The lab also tests calcium oxide (used for water softening) samples, NPDES sites, water main break samples, new water main samples, and conducts research, regulatory and other special project sampling and testing.

Testing Performed:


  • Calcium Oxide Quality Control
  • Chlorine
  • Fluoride
  • Metals (Arsenic-Zinc, including Lead)
  • Microbiological (including bacteria)
  • Nitrates
  • Total organic carbon
  • Volatile organic compounds
  • Water Plant sand filter evaluations
  • Wet chemistry parameters (Hardness, Alkalinity, etc.)
  • Etc.

Methods


  • Bacteria Testing
  • Emergency Response
  • Method 1623 Sampling
  • Sand Filter Evaluations
  • Water Quality Laboratory
  • Water Sampling

Treatment


Employees of the City of Dayton Division of Water Supply and Treatment treat and pump drinking water to over 400,000 people in Montgomery County. Water is supplied by wells in the Miami and Mad River Well Fields. Wells pump water to the Ottawa Water Treatment Plant and the Miami Water Treatment Plant. Each plant has a rated capacity of 96 million gallons per day. Lime (calcium oxide), fluoride and chlorine are used for water treatment. Rapid sand filtration is the final step in the treatment process. In 2010 23.7 billion gallons of treated drinking water was pumped to the distribution system. Approximately 750 miles of water main serve customers inside the city of Dayton.

Dayton has 16 treated water storage facilities with a total capacity of 88 million gallons. The Water Department also controls two main pumping stations and 10 booster pumping stations. A Lime Recovery Facility reclaims calcium carbonate from the lime softening residuals of both water treatment plants and produces more lime for softening. This process, recalcination, produced 23,692 tons of lime in 2010.

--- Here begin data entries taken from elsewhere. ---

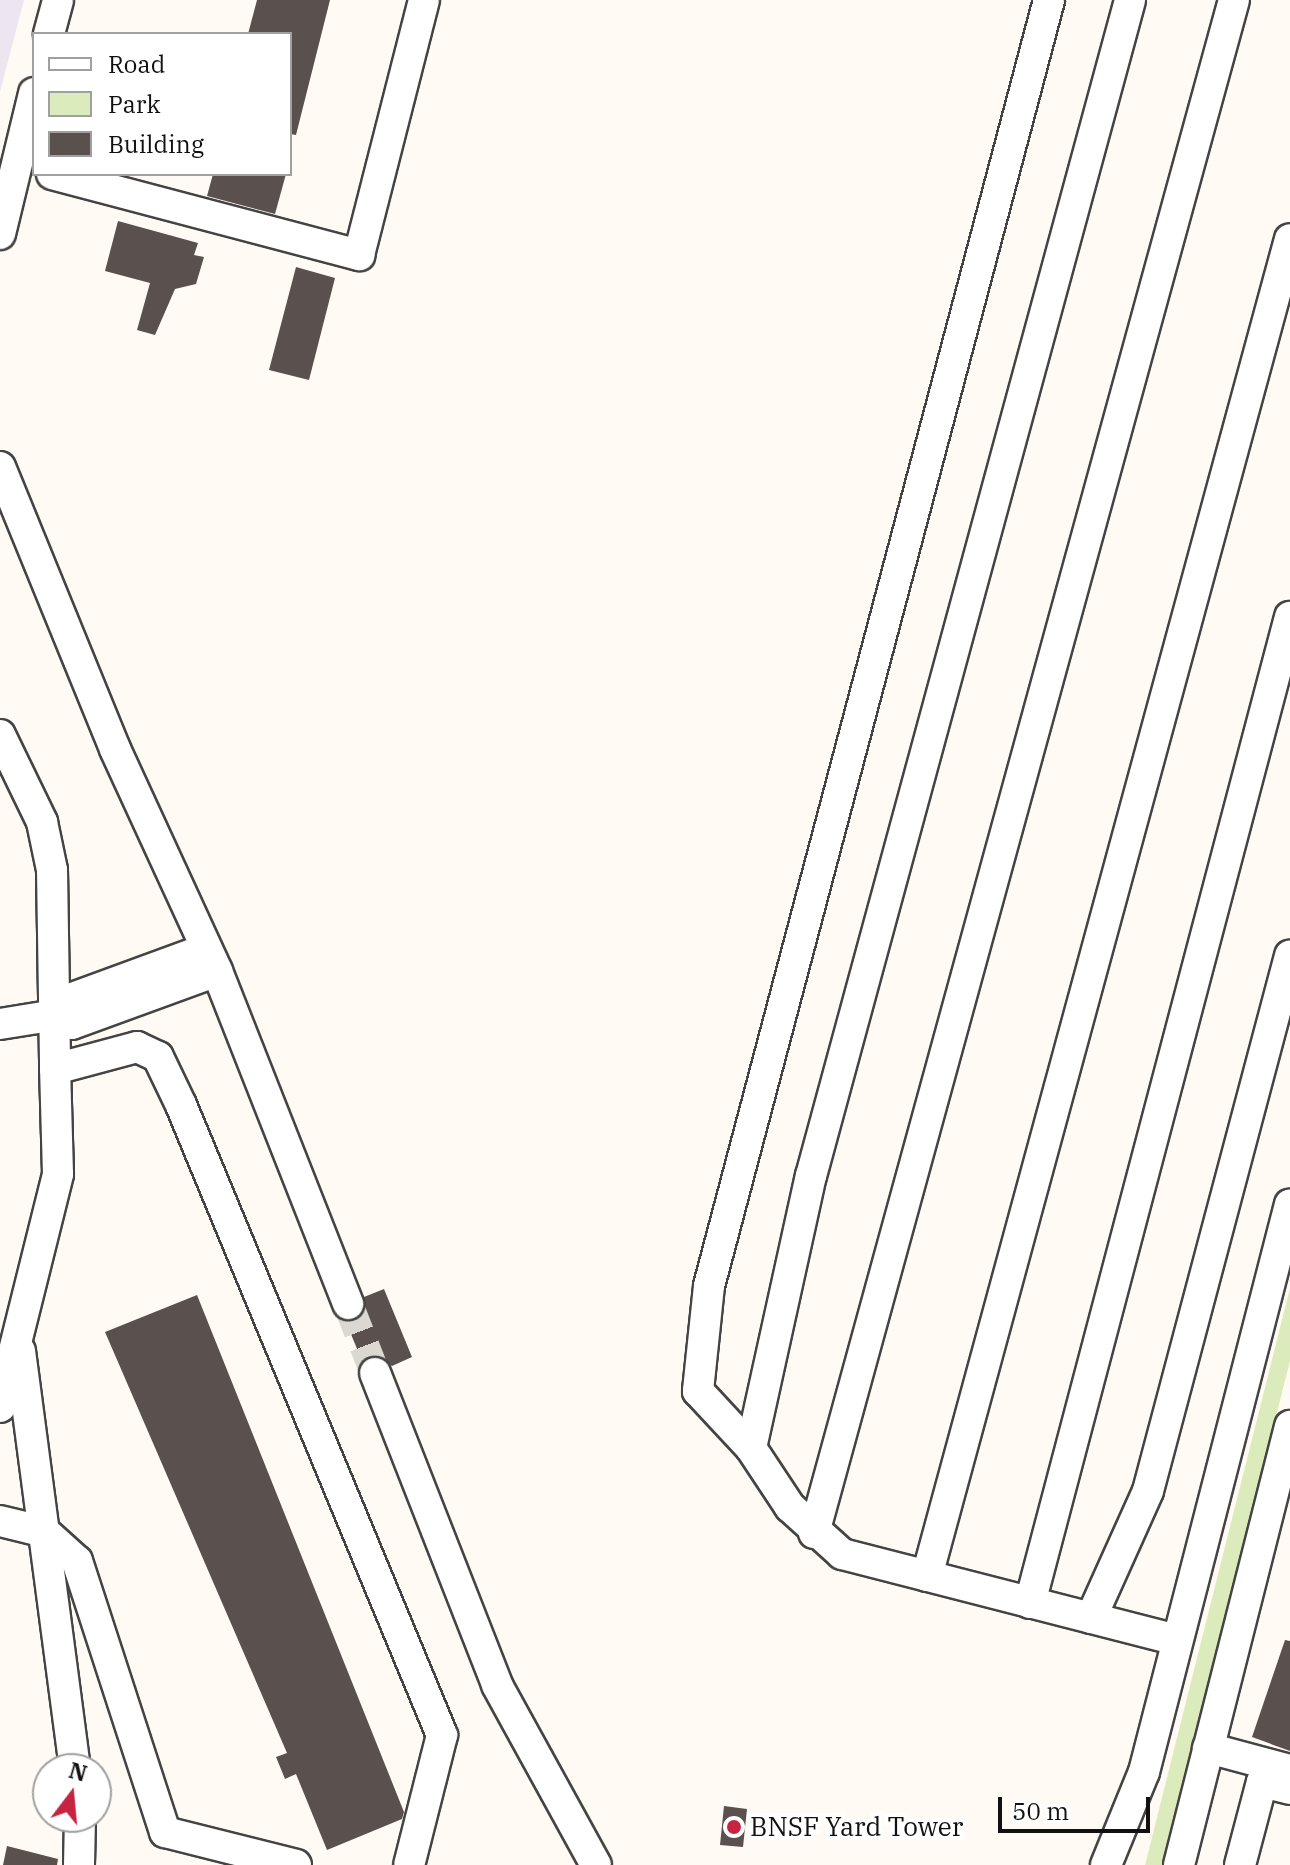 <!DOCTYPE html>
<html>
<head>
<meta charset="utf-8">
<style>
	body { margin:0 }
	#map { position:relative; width:1290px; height:1865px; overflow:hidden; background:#fffbf4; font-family:"IBM Plex Serif",serif }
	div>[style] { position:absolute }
	.industrial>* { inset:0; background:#ede5ef }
	.green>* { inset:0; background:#dbebbc }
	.building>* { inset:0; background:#5a504d }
	.minor-tunnel>* { height:30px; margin-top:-15px; transform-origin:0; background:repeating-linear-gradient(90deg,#dbd8d2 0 30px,transparent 0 45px) }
	.roads { filter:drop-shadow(2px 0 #444) drop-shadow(-2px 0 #444) drop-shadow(0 2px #444) drop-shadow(0 -2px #444) }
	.minor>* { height:30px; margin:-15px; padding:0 15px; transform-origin:15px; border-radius:15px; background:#fff }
	.dots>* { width:22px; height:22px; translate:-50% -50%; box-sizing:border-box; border:4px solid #fff; border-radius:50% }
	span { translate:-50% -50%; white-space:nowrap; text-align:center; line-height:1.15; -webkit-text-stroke:8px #fff; paint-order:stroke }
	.poi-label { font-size:26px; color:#111 }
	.left { translate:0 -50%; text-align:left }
	.legend { position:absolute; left:32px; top:32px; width:260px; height:144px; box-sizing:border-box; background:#fff; border:2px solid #a0a0a0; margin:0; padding:10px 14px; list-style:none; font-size:24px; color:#111 }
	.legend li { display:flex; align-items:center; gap:16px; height:40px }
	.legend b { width:40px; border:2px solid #a0a0a0 }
	.north { position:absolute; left:32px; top:1753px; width:80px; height:80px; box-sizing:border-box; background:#fff; border:2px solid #a0a0a0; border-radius:50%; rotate:16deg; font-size:22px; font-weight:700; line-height:32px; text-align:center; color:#111 }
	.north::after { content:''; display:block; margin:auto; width:28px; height:36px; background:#c52442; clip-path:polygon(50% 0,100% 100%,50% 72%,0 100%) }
	.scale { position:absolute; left:998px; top:1797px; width:152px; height:36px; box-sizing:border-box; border:4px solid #111; border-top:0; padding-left:10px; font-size:24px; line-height:28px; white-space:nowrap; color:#111; -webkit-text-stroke:6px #fff; paint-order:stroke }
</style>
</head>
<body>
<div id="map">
	<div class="industrial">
		<div style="clip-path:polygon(0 0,24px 0,0 92px)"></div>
	</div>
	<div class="green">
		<div style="clip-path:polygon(1290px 1288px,1290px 1361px,1162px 1865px,1145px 1865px)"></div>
	</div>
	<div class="building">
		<div style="clip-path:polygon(257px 0,330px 0,296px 135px,290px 134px,290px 34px,248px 34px)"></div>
		<div style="clip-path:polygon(213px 174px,286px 174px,275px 214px,207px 196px)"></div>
		<div style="clip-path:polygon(118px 221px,198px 243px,194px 255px,204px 257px,196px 284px,175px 289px,155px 335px,137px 330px,150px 283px,105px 271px)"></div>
		<div style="clip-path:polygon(296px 267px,335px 278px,309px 380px,269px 370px)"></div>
		<div style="clip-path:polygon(384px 1289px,412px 1357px,392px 1366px,378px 1355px,362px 1361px,346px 1322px,362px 1315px,364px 1297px)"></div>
		<div style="clip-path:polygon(197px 1295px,404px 1812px,402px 1819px,327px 1850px,296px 1774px,285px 1779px,276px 1757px,287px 1753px,105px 1332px)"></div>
		<div style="clip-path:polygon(1285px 1640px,1290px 1641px,1290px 1751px,1252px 1737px)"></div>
		<div style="clip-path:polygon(724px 1806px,747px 1809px,743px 1847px,720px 1845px)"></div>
		<div style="clip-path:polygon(7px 1846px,58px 1859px,57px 1865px,3px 1865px)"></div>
	</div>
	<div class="minor-tunnel">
		<div style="left:348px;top:1304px;width:74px;rotate:68.6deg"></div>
	</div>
	<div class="roads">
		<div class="minor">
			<div style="left:1049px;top:0;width:1330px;rotate:104.81deg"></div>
			<div style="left:709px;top:1286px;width:106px;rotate:96deg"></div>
			<div style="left:698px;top:1391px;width:78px;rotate:47.1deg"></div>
			<div style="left:751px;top:1448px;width:71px;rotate:56.5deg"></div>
			<div style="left:790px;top:1507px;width:70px;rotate:42.1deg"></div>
			<div style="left:842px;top:1554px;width:346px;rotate:14.4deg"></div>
			<div style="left:49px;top:34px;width:35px;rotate:-75deg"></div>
			<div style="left:52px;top:174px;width:318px;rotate:14.8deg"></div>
			<div style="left:359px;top:255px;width:263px;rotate:-75.7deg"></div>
			<div style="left:0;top:234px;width:145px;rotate:-76.4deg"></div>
			<div style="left:0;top:467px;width:305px;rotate:67.8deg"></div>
			<div style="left:115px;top:749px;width:244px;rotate:65.3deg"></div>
			<div style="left:217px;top:971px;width:358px;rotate:68.5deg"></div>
			<div style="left:0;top:735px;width:97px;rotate:64.2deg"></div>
			<div style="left:42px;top:822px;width:49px;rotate:78.2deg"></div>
			<div style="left:52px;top:870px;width:199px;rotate:89.1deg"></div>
			<div style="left:50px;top:1016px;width:21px;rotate:-47deg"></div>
			<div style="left:64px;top:1001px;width:151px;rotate:-20.1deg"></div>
			<div style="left:0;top:1024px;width:51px;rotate:-9.1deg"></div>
			<div style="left:50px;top:1016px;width:23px;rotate:20deg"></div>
			<div style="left:72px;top:1024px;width:154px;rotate:-20.1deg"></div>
			<div style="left:20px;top:1351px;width:422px;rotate:82.5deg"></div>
			<div style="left:375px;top:1373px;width:335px;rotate:68.6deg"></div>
			<div style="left:497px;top:1685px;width:205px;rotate:61.2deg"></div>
			<div style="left:0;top:1407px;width:240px;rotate:-76deg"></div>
			<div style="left:58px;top:1174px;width:105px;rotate:-91.6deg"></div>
			<div style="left:55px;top:1069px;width:85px;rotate:-15deg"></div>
			<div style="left:137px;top:1047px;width:23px;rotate:25deg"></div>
			<div style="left:158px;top:1057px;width:53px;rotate:64.4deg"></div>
			<div style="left:181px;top:1105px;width:682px;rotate:67.5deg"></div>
			<div style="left:442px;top:1735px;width:134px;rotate:104.2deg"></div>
			<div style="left:751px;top:1448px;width:279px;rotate:-77.6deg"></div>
			<div style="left:811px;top:1176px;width:1218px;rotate:-74.82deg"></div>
			<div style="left:0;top:1521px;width:46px;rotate:13.7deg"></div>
			<div style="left:45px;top:1532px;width:43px;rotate:42.2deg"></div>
			<div style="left:77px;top:1561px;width:285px;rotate:72deg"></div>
			<div style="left:165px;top:1832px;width:135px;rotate:14.1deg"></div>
			<div style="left:814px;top:1533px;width:1589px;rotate:-74.68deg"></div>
			<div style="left:927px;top:1576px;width:1385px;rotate:-74.81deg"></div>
			<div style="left:1030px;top:1603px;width:1020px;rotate:-75.23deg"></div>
			<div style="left:1091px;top:1618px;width:139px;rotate:-65.8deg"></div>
			<div style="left:1148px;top:1491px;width:554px;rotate:-75.14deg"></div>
			<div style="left:1208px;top:1748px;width:85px;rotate:15deg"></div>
			<div style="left:79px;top:1865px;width:48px;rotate:-88.8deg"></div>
			<div style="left:1106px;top:1865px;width:100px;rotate:-67.8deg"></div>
			<div style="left:1144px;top:1772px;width:586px;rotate:-75.58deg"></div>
			<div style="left:1179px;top:1865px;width:453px;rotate:-75.8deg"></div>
			<div style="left:1240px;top:1865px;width:86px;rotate:-75.2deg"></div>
			<div style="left:1262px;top:1782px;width:29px;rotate:14deg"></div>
		</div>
	</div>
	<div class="dots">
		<div style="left:734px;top:1827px;background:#c52442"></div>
	</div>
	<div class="poi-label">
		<span class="left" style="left:750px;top:1827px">BNSF Yard Tower</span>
	</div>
	<ul class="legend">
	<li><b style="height:10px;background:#fff"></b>Road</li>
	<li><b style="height:22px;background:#dbebbc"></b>Park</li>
	<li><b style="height:22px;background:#5a504d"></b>Building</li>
	</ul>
	<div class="north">N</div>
	<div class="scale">50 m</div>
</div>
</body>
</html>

The City of Dayton's Source Water Protection Program includes land use control zoning, groundwater remediation and emergency preparedness. An early warning, network of approximately 320 monitoring wells surrounds both well fields. Monitoring wells and 110 production wells are sampled and tested for water quality. Eighteen packed tower, air stripping systems were constructed to treat contaminated groundwater. Dayton's Source Water Protection Program is internationally recognized and was the first program approved by the Ohio Environmental Protection Agency. In 1998, the American Water Works Association presented its large system, Source Water Protection Program Award to the City of Dayton. Dayton has also been designated as a Groundwater Guardian community by the Groundwater Foundation.

Treatment process

Taste


Dayton's water supply meets or exceeds all state and federal drinking water standards. Adding chlorine during the water-treatment process helps protect the water supply. However, chlorine's taste may not appeal to you. Use these tips to help improve the flavor of your tap water.
  • Put a pitcher of tap water in the refrigerator.
  • This allows the chlorine to dissipate. After just a few hours, you'll notice an improvement in flavor.
  • Add a lemon or orange slice.
  • You'll add zest and overcome the chlorine taste simply by overpowering it.
  • Filter your water.
There are hundreds of filter options at varying costs, but an inexpensive activated carbon filter, like those found in carafe systems, can improve taste and odor perceptions associated with chlorine. These filters do not remove hardness, minerals, sodium or fluoride.